No soul more. При условии отсутствия души.
Постмодернистский образ человека | Расширенный и переработанный вариант текста выступления на международном симпозиуме «Современный имажинарий», Феррара, 1998. | Я думаю, что тот образ мира, который перед нами разворачивает постмодернизм, имеет смысл рассматривать в сопоставлении с тем, что оставил – как свое драматическое наследство – модернизм (или модерн)1.
Однако возможно ли здесь вообще говорить о наследстве? И в своем теоретизировании, и в художественной практике постмодернизм представляет дело так, будто он не имеет никакого отношения к замыслам и достижениям модерна. Его «пост-» должно значить вовсе не «вследствие» (модерна) и даже не только «после» в простейшем хронологическом смысле, но: «по уходе» (модерна), «в (его) отсутствии», «совершенно вне» его, в ином пространстве. Иметь дело с созданиями модерна постмодернизм может только «переводя» их сообщения на некий новый аналитический язык: кажется, что единственное, что мы можем теперь делать с Кафкой или Т.С. Элиотом (так же, как с Шекспиром или Гомером), это «деконструировать» их. Старый «наивный» язык модернистской образности больше не действует; он не провоцирует нас на создание чего-то подобного – или в этом же ряду превосходящего (ср. отношение русского модернизма к символизму, как его описал Б.Пастернак: желание сделать то же самое, только «шибче и горячей»); он и не увлекает новейшего художника, и не вовлекает в спор. Мы, в наше время, которое именует себя «Post-al», «послевсегодня», окончательно другие. Такой «другости», кажется, вообще не знали. В перспективе постмодерна модерн – не более чем последний эпизод в долгой драме Традиции, или Истории. Драма закончена, свет Истории потушен. Мы покинули театр. Мы извне, снаружи.
Отношение модернизма к историческому было существенно другим. Модернисты обнаружили себя (именно «обнаружили себя», как Данте в начале «Комедии»: mi ritrovai...) в единственной, центральной, критической точке истории, там, откуда все прошлое предстает обозримым, как в упомянутой «Комедии» или Иоанновом «Откровении». Отдаленные эпохи, «столетья окружают меня огнем» (О. Мандельштам), живые и требующие ответа, отчета или заступничества:
И за Лермонтова Михаила
Я отдам тебе строгий отчет.
Но самой удивительной вещью было то, что все это прошлое было в будущем. Оно присутствовало в настоящем как еще предстоящее, как новая творческая задача. «У нас еще не было Катулла: у нас будет Катулл», так выразил это О.Мандельштам (и, естественно, он не имел в виду какого-то «нового», «нашего», или «другого» Катулла: того самого Катулла еще не было!). Похожим образом Поль Клодель и Т.С. Элиот нашли свое «Прошлое-в-Будущем» в греческой трагедии, литургической поэзии и средневековых легендах, Рильке – в божественном Орфее, Эзра Паунд – провансальском «древнем пламени», Пауль Целан – в «еще не бывших» псалмах, М. Хайдеггер – в ранней греческой мысли, Джакометти – в архаичной этрусской скульптуре, о. П. Флоренский – в византийской патристике...
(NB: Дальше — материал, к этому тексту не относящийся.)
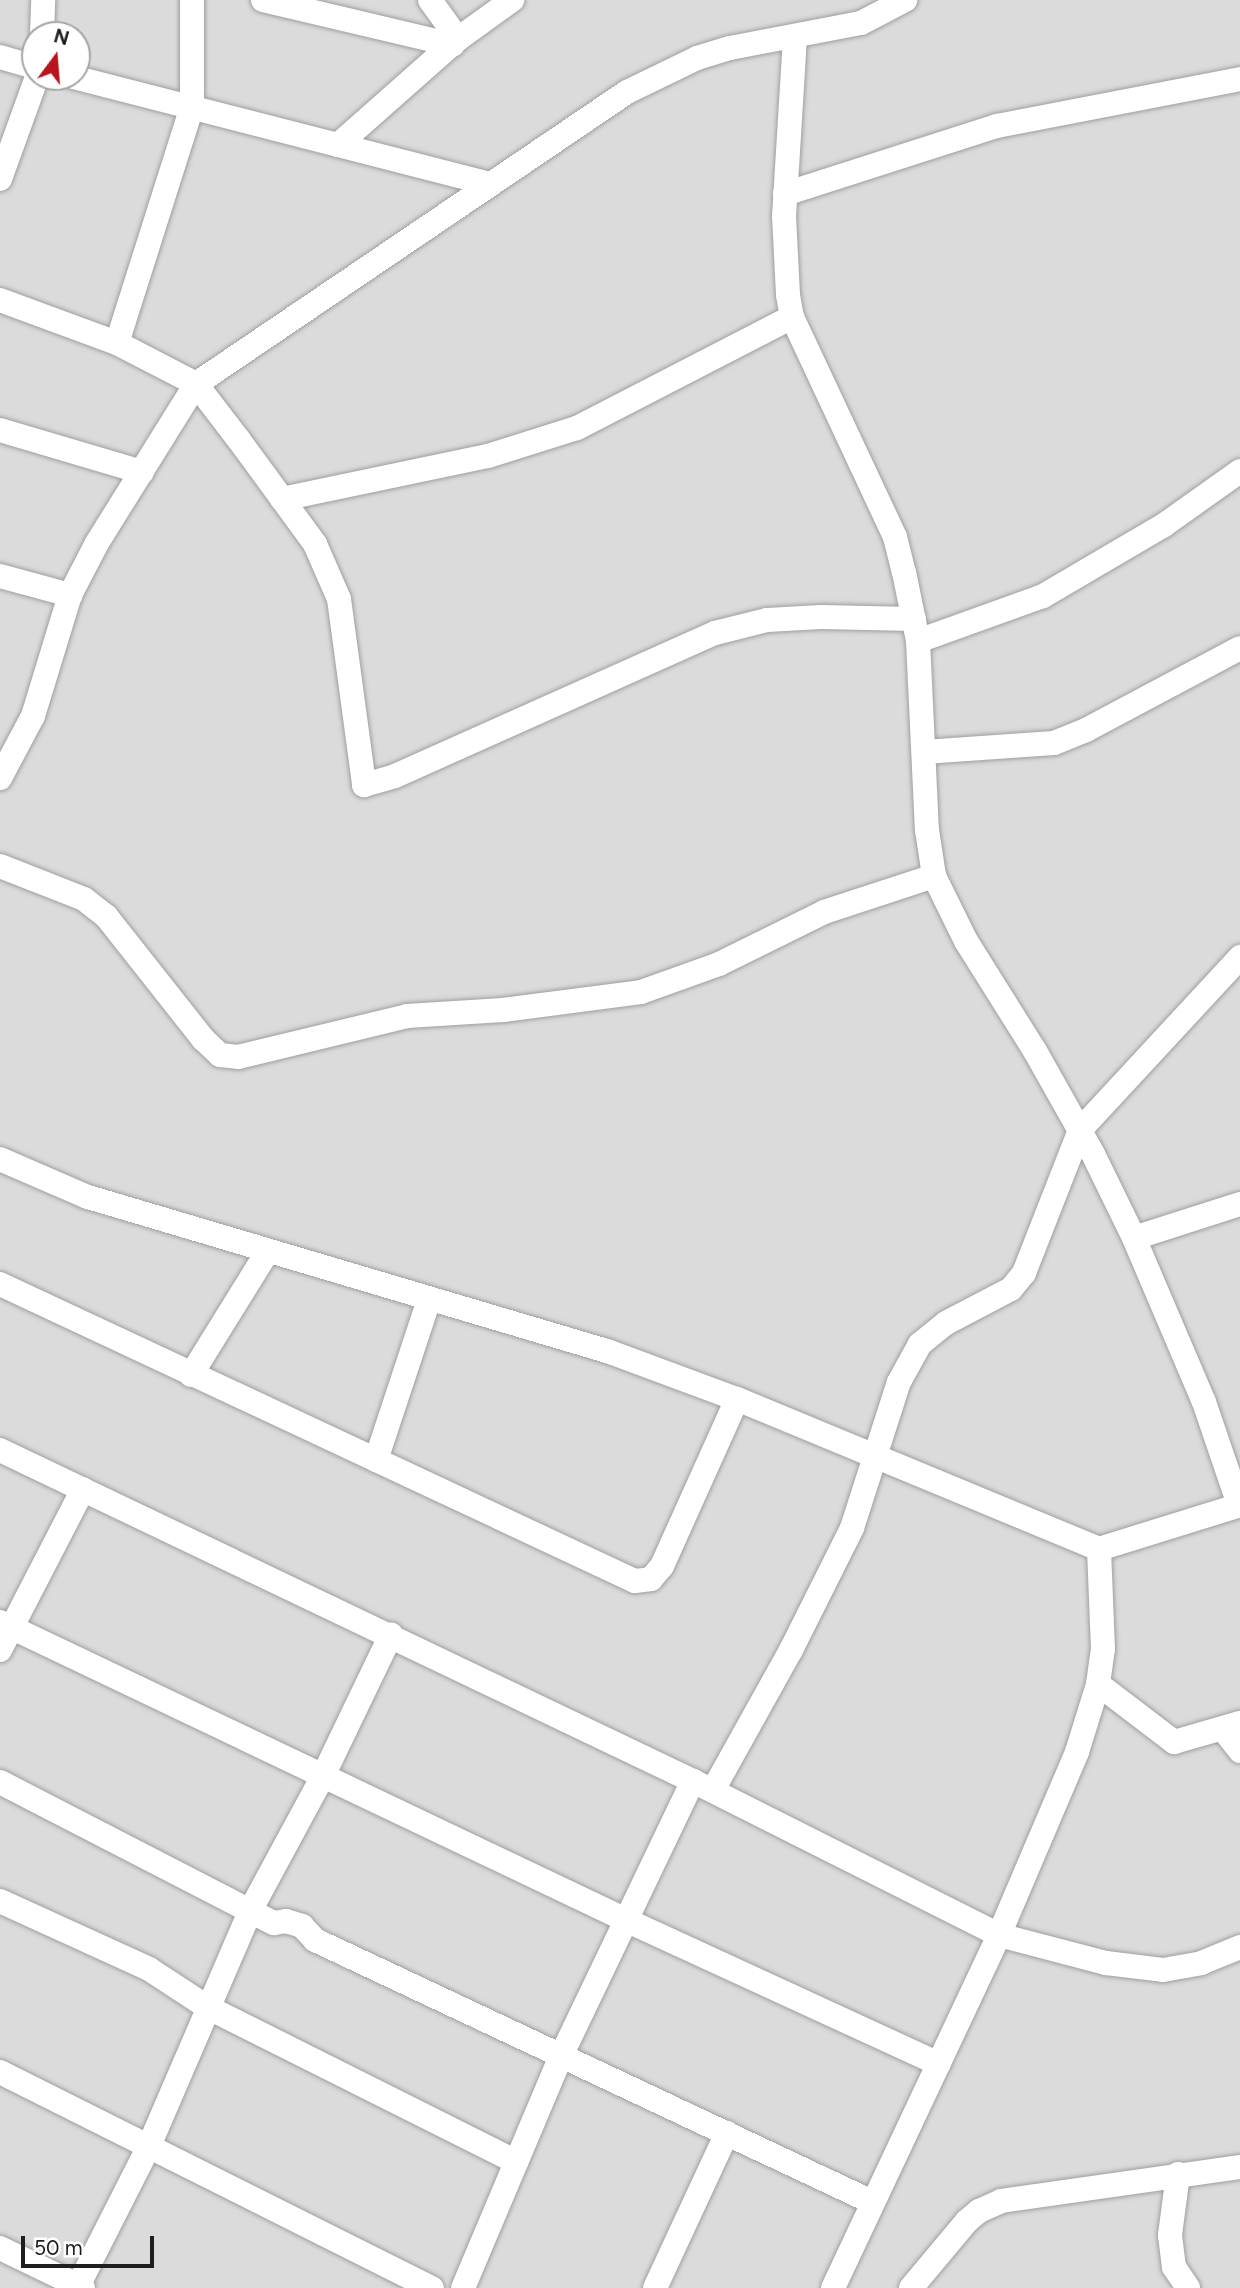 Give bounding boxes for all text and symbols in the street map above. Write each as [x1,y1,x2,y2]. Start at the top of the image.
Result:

«Грамматическая реформа» творческого модернизма, сместившая глагольные времена и наклонения, сопоставима с современными ей физическими открытиями: речь идет не только об этом удивительном «Прошлом-в-Будущем», о котором мы только что говорили, но о категории герундива, характеристике действия, соединяющей в себе будущее время, должествование и пассивный залог: оно описано О.Мандельштамом («Путешествие в Армению») как ключевая модальность бытия и искусства, и реальности. Поэты модерна ничуть не сомневались в своей возможности напрямую общаться с Софоклом или Данте, спрашивать и отвечать, брать у традиции и вкладывать в нее. Нам остается только гадать, когда и почему этот прямой обмен оборвался. Странная скромность постмодерна не позволяет даже подумать о какой-то попытке восстановить оборванную связь. Мы другие, и все.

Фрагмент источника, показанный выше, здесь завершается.